▶ Assignment:
The reply should contain every entry exactly as given, with no pictures in it.

▶ Data extract:
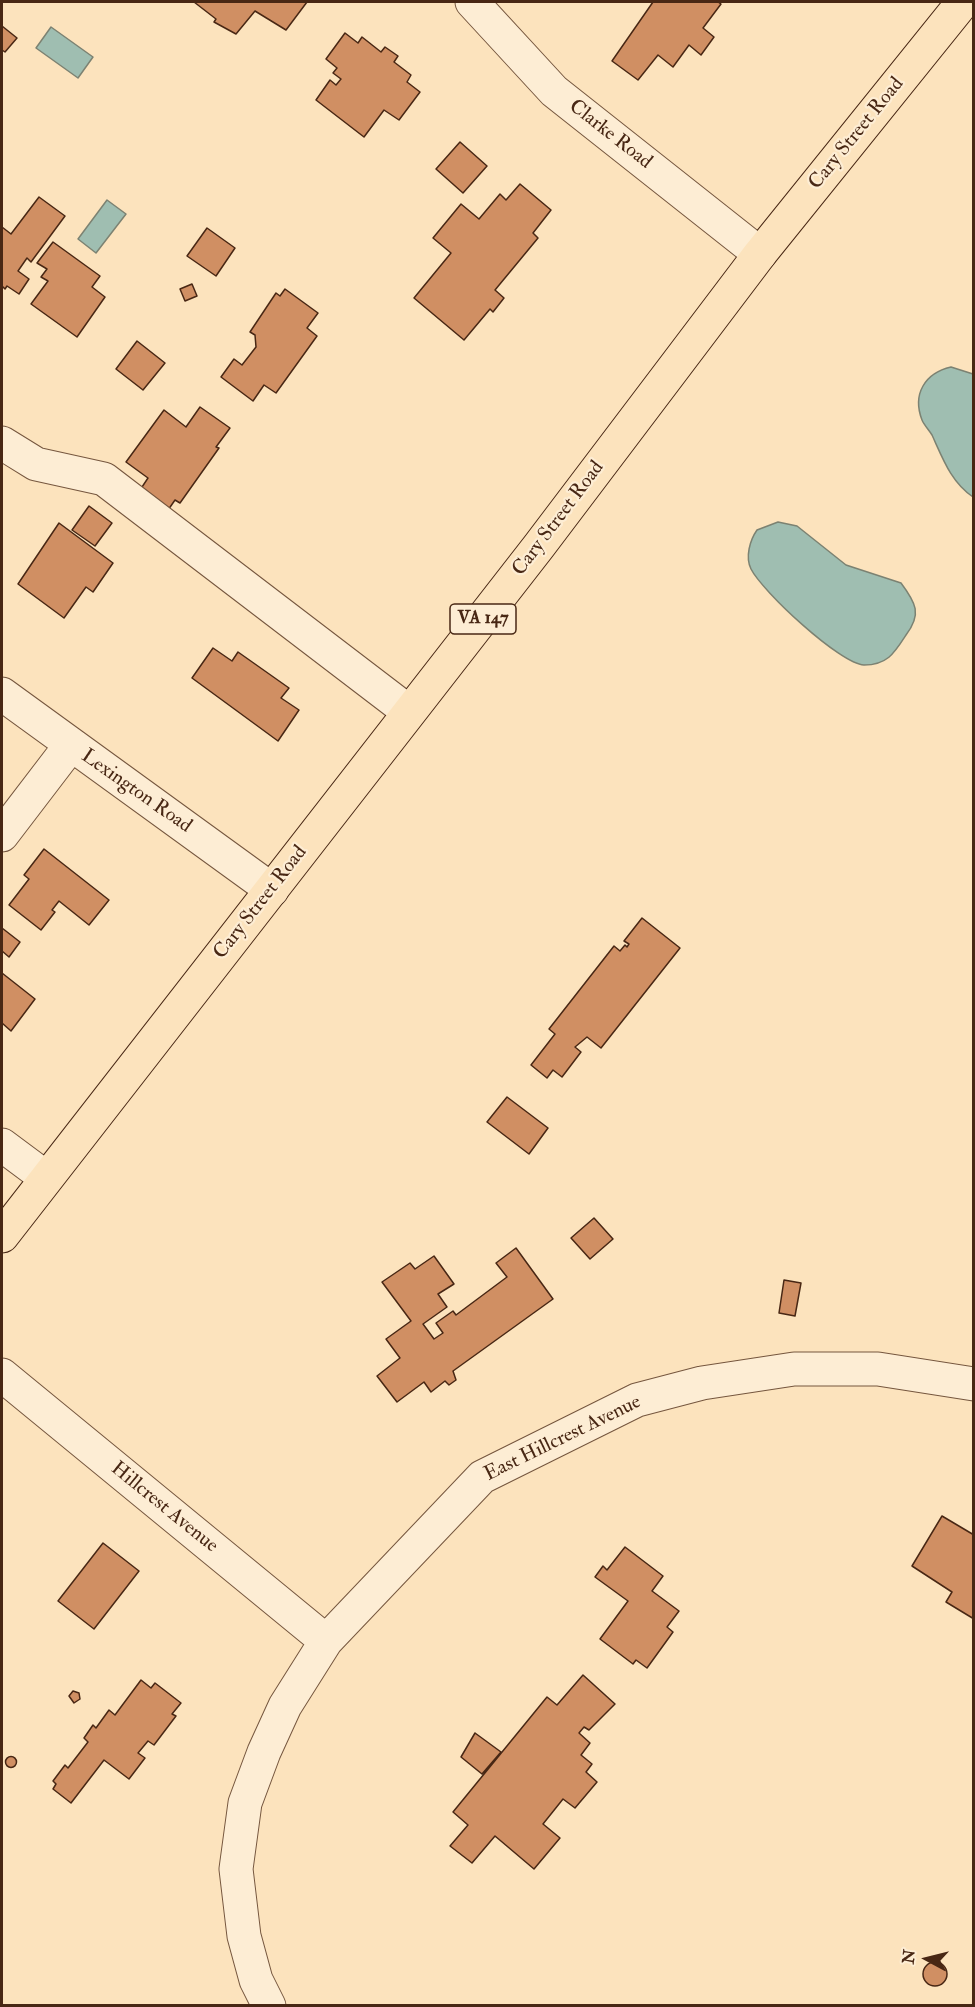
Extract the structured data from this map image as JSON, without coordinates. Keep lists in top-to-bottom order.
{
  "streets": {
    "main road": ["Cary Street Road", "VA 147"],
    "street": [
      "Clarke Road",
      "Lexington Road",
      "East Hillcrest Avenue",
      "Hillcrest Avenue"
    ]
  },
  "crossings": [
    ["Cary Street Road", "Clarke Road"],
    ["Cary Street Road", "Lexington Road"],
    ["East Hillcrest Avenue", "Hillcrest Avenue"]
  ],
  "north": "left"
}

▶ Task output:
Extract the structured data from this map image as JSON, without coordinates. Keep lists in top-to-bottom order.
{
  "streets": {
    "main road": ["Cary Street Road", "VA 147"],
    "street": [
      "Clarke Road",
      "Lexington Road",
      "East Hillcrest Avenue",
      "Hillcrest Avenue"
    ]
  },
  "crossings": [
    ["Cary Street Road", "Clarke Road"],
    ["Cary Street Road", "Lexington Road"],
    ["East Hillcrest Avenue", "Hillcrest Avenue"]
  ],
  "north": "left"
}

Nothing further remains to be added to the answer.